The second book of the first trilogy, The Illearth War, reveals to the reader through the narration that the Land must be real. It does this through the details of Hile Troy's experiences in "Part II: The Warmark."
If the story were Thomas Covenant's dream relayed to the reader, the parallel time frame account of Hile Troy's experiences during Thomas Covenant's own experiences (given in "Part III: The Blood of the Earth") would not even be part of the story, for Covenant would not have been dreaming that while he was dreaming about his own role. This narrative shift of perspective gives a strong clue to the reader (not Covenant) that there are actual "events" occurring in parallel, indicating that the story is not existing in Covenant's mind.
This is strengthened by the fact that during the Part III narration, there is no awareness (by Covenant, Elena, or anyone) what is occurring as Part II had narrated.
Note that the argument here is not the fact that Hile Troy and the people of the Land:
claim that Hile Troy is from Covenant's world, as Covenant could be dreaming that aspect himself
It is purely that the narration of those events in parallel to the other events does not match the format of dreaming.
The argument here is based upon my own experience with dreams. When I have dreamed, I can at times shift perspective (and be someone other than myself, so Thomas Covenant could be dreaming as if he were Hile Troy for a time). Sometimes I can even see myself in third person, as might be the case at the end of Part II
at Covenant's reunion with Hile Troy and Lord Mhoram.

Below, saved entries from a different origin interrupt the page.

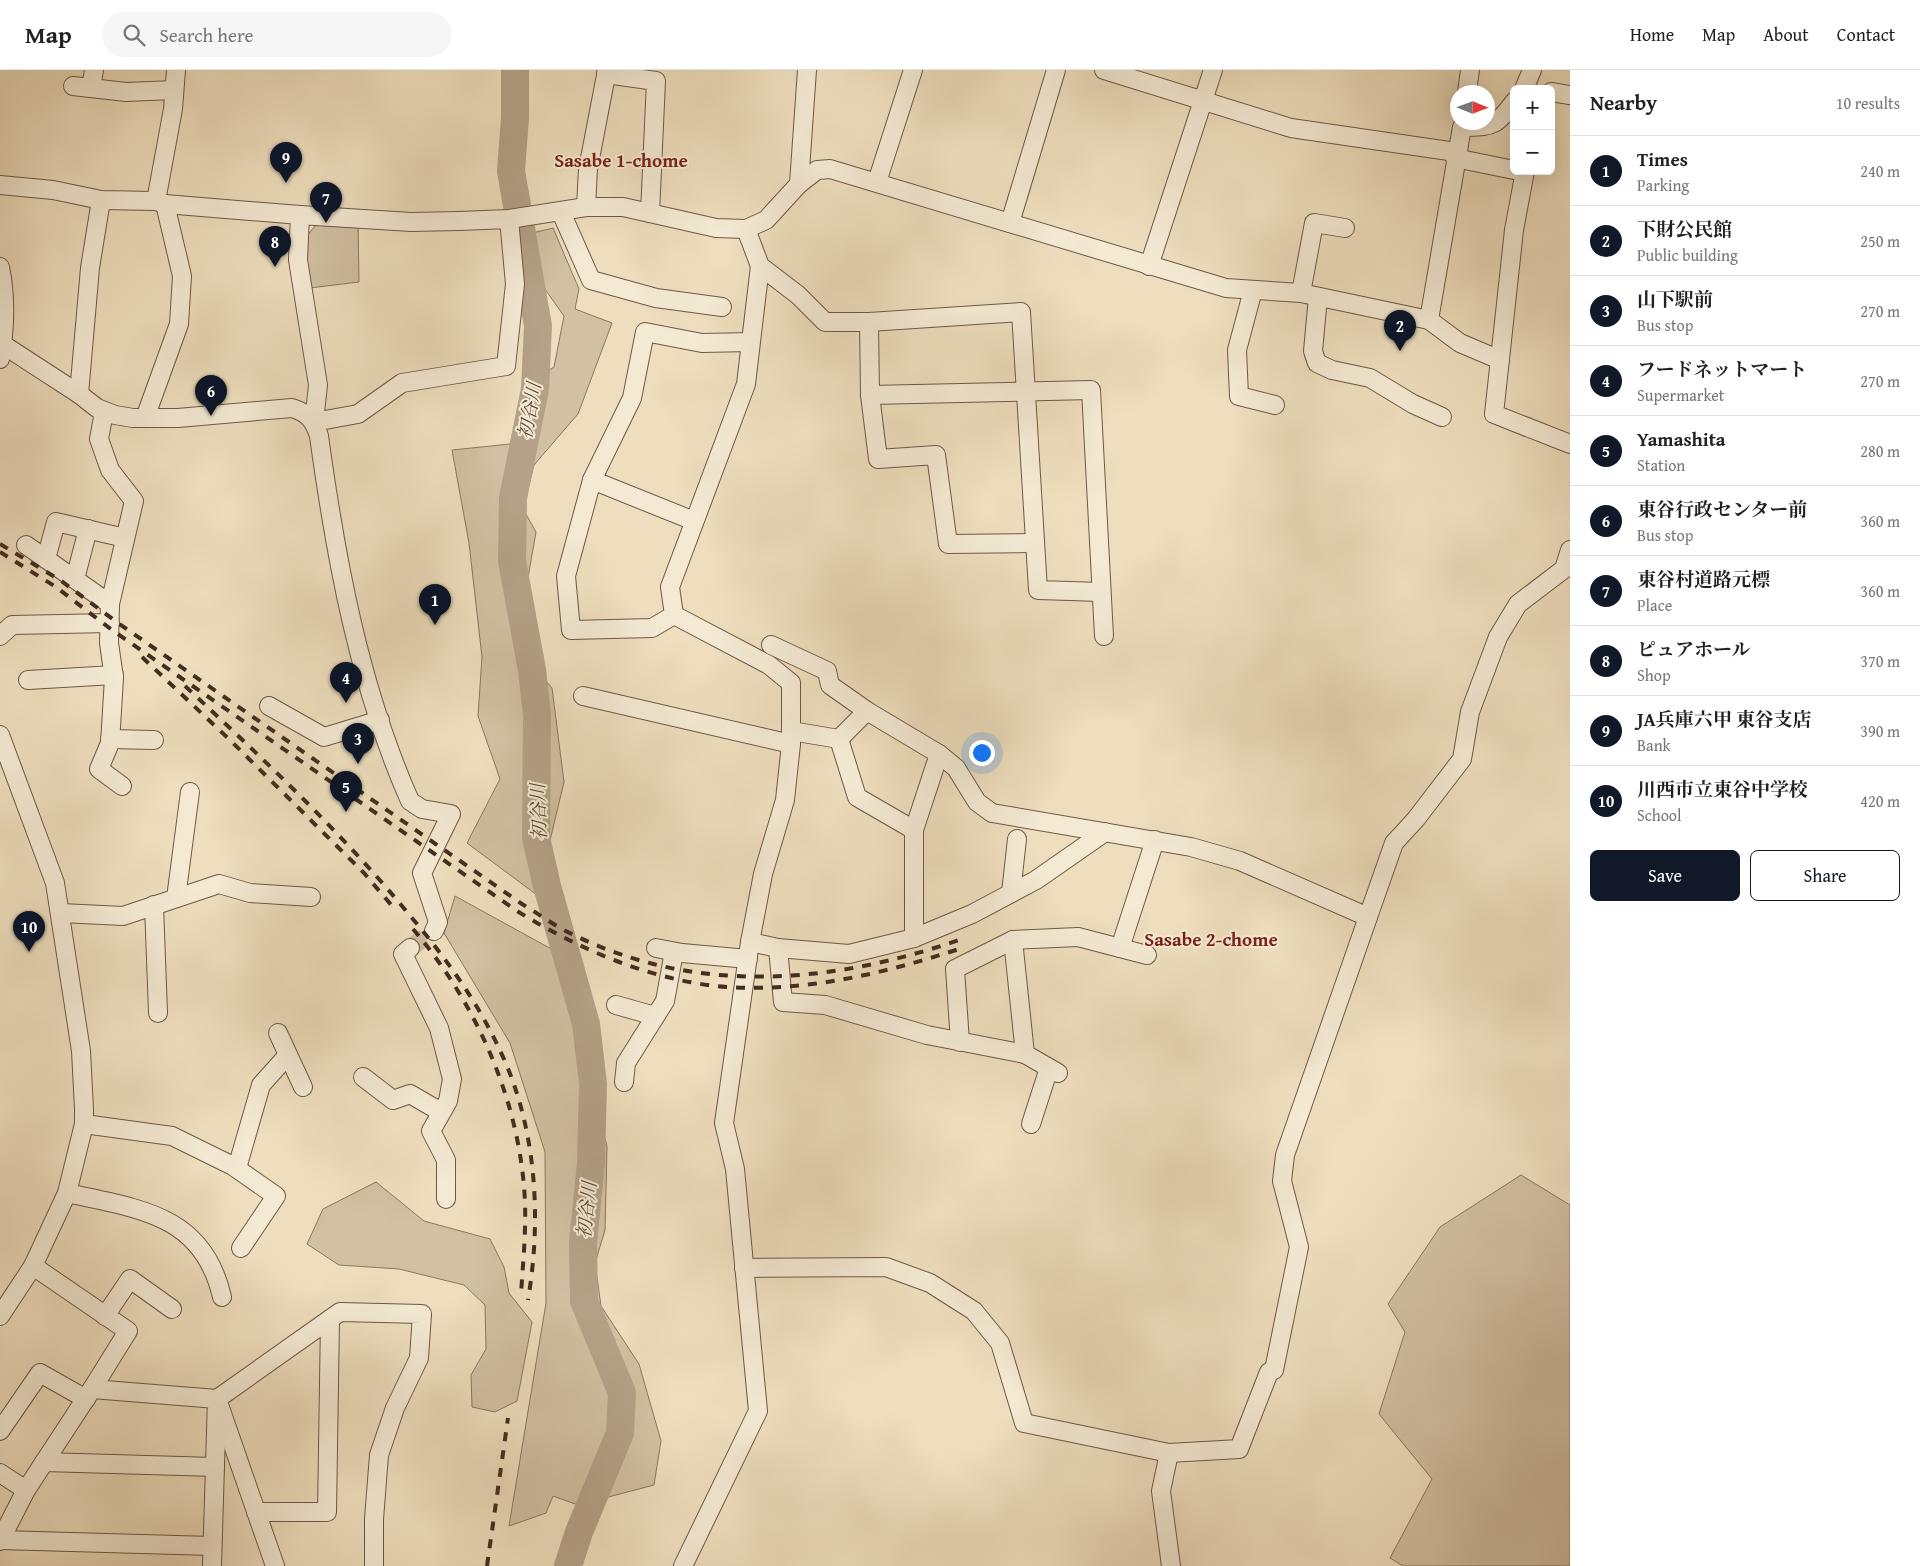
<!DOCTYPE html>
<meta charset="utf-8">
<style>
body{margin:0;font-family:"Gentium Book Plus","Noto Serif JP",serif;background:#f6f6f6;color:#222}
.controls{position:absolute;right:15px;top:15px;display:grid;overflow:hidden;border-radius:8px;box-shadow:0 5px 20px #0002}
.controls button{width:45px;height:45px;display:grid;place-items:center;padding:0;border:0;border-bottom:1px solid #e0e0e0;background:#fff;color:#222;font:25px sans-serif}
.compass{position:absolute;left:1450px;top:15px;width:45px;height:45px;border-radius:50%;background:#fff;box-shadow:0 5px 20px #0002;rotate:91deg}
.you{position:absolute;left:981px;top:682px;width:18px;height:18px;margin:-12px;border:4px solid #fff;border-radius:50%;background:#1a73e8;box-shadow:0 0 0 8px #1a73e833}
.badge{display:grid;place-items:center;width:32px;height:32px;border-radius:50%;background:#111827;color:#fff;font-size:16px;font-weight:700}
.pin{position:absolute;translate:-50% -41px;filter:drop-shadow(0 1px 2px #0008)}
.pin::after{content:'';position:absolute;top:26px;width:18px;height:15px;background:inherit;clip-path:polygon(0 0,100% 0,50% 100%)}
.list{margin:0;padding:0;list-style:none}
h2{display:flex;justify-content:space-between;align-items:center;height:65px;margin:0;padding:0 20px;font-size:21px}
h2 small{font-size:16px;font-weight:400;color:#767676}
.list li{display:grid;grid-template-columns:32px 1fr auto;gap:15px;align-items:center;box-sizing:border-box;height:70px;padding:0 20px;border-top:1px solid #e0e0e0}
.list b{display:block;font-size:19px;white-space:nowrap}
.list p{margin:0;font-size:16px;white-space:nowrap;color:#767676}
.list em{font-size:16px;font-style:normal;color:#767676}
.actions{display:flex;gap:10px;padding:15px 20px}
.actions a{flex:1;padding:11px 0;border:1px solid #111827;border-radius:8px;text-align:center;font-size:18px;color:#111827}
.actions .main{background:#111827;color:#fff}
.icon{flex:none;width:28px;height:28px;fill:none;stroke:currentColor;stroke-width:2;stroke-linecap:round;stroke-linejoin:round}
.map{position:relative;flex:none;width:1570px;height:1496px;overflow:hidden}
header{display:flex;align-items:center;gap:30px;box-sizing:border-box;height:70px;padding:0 25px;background:#fff;border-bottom:1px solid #e0e0e0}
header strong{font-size:24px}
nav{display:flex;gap:28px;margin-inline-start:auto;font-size:18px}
.search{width:350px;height:45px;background:#f6f6f6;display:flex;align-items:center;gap:12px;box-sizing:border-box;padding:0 18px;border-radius:28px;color:#767676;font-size:19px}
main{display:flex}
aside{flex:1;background:#fff}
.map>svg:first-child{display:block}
.green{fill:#d1c0a2;stroke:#8a7660}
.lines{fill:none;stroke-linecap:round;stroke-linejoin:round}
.river{stroke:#b4a187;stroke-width:28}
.minor-tunnel{stroke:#ccba9d;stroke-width:18;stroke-dasharray:18 9;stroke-linecap:butt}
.minor-casing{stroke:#6e5846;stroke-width:20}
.minor{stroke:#f4ead4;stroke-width:18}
.rail{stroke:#442c1f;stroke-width:4;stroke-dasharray:9 9;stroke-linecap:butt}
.labels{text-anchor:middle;stroke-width:4;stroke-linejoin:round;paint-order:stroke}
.neighbourhood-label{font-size:19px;font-weight:bold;fill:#7a1f14;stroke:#f4ead4}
.water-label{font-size:19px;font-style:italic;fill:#604939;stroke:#f4ead4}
</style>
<header>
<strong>Map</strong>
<div class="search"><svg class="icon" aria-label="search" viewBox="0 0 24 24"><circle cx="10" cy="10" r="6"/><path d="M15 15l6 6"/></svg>Search here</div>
<nav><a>Home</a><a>Map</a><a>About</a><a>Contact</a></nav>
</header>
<main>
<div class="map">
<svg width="1570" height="1496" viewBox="0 0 1570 1496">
<rect width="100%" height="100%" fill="#eedebd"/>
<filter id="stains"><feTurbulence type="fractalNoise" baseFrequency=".004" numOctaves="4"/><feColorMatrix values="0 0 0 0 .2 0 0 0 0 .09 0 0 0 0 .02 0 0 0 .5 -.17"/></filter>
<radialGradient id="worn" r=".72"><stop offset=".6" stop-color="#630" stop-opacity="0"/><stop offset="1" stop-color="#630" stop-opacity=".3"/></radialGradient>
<!-- green -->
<g class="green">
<path d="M319,151L358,154L359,212L310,218L303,171Z"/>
<path d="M553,158L579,219L575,239L612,253L578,344L534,395L523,439L536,462L516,576L552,618L564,712L537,825L467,773L500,709L478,646L482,587L469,473L452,380L510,374L527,315L554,297L564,246L544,218L532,163Z"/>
<path d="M455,826L555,881L607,1076L605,1160L595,1193L601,1236L639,1294L661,1371L654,1415L578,1435L553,1426L546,1443L509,1456L546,1233L545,1082L510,973L444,863Z"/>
<path d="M1521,1105L1570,1135V1496H1403L1390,1488L1432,1409L1379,1344L1405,1262L1388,1234L1440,1157Z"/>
<path d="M376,1112L424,1151L490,1169L504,1197L509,1223L532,1252L517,1331L495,1342L472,1337L471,1305L486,1279L485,1235L464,1215L399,1199L339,1195L307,1174L323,1139Z"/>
</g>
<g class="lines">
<!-- river -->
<path class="river" d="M515,0V48L511,101L538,256L535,319L513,428L512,491L532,600L537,646L536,768L547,816L586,954L593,1014L591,1093L583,1173L584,1231L622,1323L620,1363L579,1462L568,1496"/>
<!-- minor-tunnel -->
<path class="minor-tunnel" d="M410,878L434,861"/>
<!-- minor casing -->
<g class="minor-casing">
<g id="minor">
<path d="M1104,0L1291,58L1456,82"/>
<path d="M606,4L656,11L650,143"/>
<path d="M73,16L126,22L174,20"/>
<path d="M91,18L94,0"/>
<path d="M1524,19L1532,0"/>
<path d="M1467,22L1470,0"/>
<path d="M1551,22L1570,25"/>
<path d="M1455,88L1514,100"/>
<path d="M1525,101L1514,160L1494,344L1570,374"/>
<path d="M877,112L913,0"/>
<path d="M799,114L817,100L830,99L1226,218L1301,223L1429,250L1460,273L1500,290"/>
<path d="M0,115L53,120L101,130L156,131L165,134L300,145"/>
<path d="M156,131L173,39L176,0"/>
<path d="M586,137L588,99L607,0"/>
<path d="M561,142L591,210L656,228L722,237"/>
<path d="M509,149L515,214L506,296L402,313L358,344L314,352L318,315L298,190L300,145L411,152L459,151L509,149L586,137H623L716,158L746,159L766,150L799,114L807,0"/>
<path d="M1010,153L1056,0"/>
<path d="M746,159L760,196L798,225L825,252H869L870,325L1091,320L1104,566"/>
<path d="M1149,196L1213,0"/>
<path d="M0,197C6,226 5,259 0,289"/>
<path d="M1253,220L1237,280L1239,326L1275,335"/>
<path d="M1301,223L1314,153L1345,158"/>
<path d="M1318,227L1313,281L1317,293L1332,300L1370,308L1413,334L1442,347"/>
<path d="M1429,250L1462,57C1492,56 1495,58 1514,32"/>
<path d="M869,252L1021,242L1038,520L1101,522"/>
<path d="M751,272L702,273L645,262L632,328L592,410L566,506L571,560L652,558L674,545L670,517L746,314L760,196"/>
<path d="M2,274L79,324L97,338L115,345L133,348H178L292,338C308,343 314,350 319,366C336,490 359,616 410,731L422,739L451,744L422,803L438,852L434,861"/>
<path d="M79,324L90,198L101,130"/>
<path d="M870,325L878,389L936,385L948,474L1035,473"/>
<path d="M104,342L99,369L110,400L134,431L110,534L109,573L114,608L110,673L99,699L122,716"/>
<path d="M145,348L179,254L182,206L165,134"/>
<path d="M592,410L694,451"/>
<path d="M26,475L110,534"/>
<path d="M46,489L56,452L125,468"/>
<path d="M75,509L88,459"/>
<path d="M674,545L769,595L791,613V674L785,730L763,804L750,872L724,1053L735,1099L758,1341L683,1496"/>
<path d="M0,566L12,555L110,553"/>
<path d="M771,575L827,601L830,615L867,641"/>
<path d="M28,610L114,605"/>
<path d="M583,626L791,674"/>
<path d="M269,636L324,667L380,650"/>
<path d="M0,665L55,813L81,981L84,1039V1054L67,1123L33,1196L0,1246"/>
<path d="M110,669L154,670"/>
<path d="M839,669L857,727L914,760"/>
<path d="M1011,823L1017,769"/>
<path d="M176,828L190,722"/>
<path d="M154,835L158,943"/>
<path d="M61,843L123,846L219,814L250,823L311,827"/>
<path d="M1368,847L1394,773L1416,749L1462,689L1470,642L1498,567L1518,534L1564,499L1570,480"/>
<path d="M914,868L972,844L1036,810L1105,762"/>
<path d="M1013,870L1025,984L1058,1003"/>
<path d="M750,872L778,878L783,932L825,935L927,965L1025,984"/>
<path d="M410,878L403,884L439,958L452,1009L448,1031L431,1061L446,1090V1129"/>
<path d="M656,878L682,883L748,889"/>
<path d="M778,878L849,884L914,868V760L939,684L867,641L839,669L791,661"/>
<path d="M1120,878L1155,770"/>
<path d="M616,935L655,946"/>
<path d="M278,963L303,1017"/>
<path d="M960,972L955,899L1013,870L1078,867L1147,885"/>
<path d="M363,1007L393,1030L410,1024L441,1042"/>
<path d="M624,1012L626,993L665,931L674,882"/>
<path d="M84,1054L172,1066L233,1096L276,1126L241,1178"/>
<path d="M1031,1054L1049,998"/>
<path d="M237,1098L261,1015L287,986"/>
<path d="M67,1123C139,1139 203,1144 222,1227"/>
<path d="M33,1196L128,1261L92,1319"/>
<path d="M744,1198L886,1197L930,1213L974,1241L1000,1273L1024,1353L1169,1383L1239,1379L1269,1302L1274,1300L1299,1177L1282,1111L1285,1085L1368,847L1240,791L1191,777L992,743L977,732L956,698L939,684"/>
<path d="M105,1246L130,1209L172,1239"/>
<path d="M0,1361L40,1303L86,1329"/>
<path d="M1169,1383L1161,1421L1171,1496"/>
<path d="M44,1392L215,1397"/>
<path d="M0,1403L26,1420"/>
<path d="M256,1442H327L330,1249"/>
<path d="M0,1470L212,1476"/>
<path d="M0,1471L26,1420L92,1319L217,1329L212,1496"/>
<path d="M275,1496L217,1329L340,1242L422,1244L419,1288L395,1338L379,1385L374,1449V1496"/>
</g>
</g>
<!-- minor -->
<use href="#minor" class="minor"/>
<!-- rail -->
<g class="rail">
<path d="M0,474L60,510L118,553L522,834C536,842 549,852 564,860C690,926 828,915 959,870"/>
<path d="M0,482L56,517L112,560L517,841C577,878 645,908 716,916C800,924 883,904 962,878"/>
<path d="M142,587L231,671L364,803L393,837"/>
<path d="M185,616C260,686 336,757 402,836C446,888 480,933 507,996C537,1069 541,1153 528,1230"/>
<path d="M413,859C477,934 521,1033 525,1133C526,1163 523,1193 521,1224"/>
<path d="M487,1496L508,1348"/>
</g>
</g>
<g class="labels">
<!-- neighbourhood labels -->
<g class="neighbourhood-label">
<text x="621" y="97">Sasabe 1-chome</text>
<text x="1211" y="876">Sasabe 2-chome</text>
</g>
<!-- water labels -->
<g class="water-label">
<text transform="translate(529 341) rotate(-80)" y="7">初谷川</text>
<text transform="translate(538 742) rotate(-92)" y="7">初谷川</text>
<text transform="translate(586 1140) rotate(-84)" y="7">初谷川</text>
</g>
</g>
<rect width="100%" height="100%" filter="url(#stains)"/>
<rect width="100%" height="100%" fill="url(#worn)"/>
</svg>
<div class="controls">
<button>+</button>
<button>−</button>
</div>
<svg class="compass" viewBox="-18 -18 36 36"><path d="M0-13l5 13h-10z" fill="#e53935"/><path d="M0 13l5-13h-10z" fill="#767676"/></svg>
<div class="you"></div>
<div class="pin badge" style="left:435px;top:555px">1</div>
<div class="pin badge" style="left:1400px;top:281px">2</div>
<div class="pin badge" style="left:358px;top:694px">3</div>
<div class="pin badge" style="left:346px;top:633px">4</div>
<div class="pin badge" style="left:346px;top:742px">5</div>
<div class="pin badge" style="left:211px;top:346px">6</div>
<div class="pin badge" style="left:326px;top:153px">7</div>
<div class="pin badge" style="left:275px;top:197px">8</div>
<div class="pin badge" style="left:286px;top:113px">9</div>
<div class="pin badge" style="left:29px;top:882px">10</div>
</div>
<aside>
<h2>Nearby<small>10 results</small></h2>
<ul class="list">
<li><span class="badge">1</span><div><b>Times</b><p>Parking</p></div><em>240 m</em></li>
<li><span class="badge">2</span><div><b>下財公民館</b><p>Public building</p></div><em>250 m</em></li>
<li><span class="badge">3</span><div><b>山下駅前</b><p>Bus stop</p></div><em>270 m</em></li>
<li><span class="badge">4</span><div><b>フードネットマート</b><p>Supermarket</p></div><em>270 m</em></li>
<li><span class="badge">5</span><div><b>Yamashita</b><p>Station</p></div><em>280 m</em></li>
<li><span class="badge">6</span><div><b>東谷行政センター前</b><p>Bus stop</p></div><em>360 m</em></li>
<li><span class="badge">7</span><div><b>東谷村道路元標</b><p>Place</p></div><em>360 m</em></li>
<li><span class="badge">8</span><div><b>ピュアホール</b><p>Shop</p></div><em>370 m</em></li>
<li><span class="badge">9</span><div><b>JA兵庫六甲 東谷支店</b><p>Bank</p></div><em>390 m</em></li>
<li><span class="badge">10</span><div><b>川西市立東谷中学校</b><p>School</p></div><em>420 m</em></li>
</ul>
<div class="actions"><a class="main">Save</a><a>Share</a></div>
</aside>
</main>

Additionally, when I dream, time sometimes "stands still," sometimes "accelerates" or "skips," but the dream always (for me) morphs along a linear path and never runs along two parallel streams simultaneously. So it is extremely unlikely that Covenant is:
- Dreaming these two sets of experiences in parallel to each other simultanesouly
- Dreaming these two sets of parallel experiences in sequence to one another (as narrated), with the latter experiences being a skip back in time during the dream
This, for me, is a strong (though not obvious) clue to the reader that the Land is real, even before that fact is made more explicit in the second trilogy per the point made in the other answer.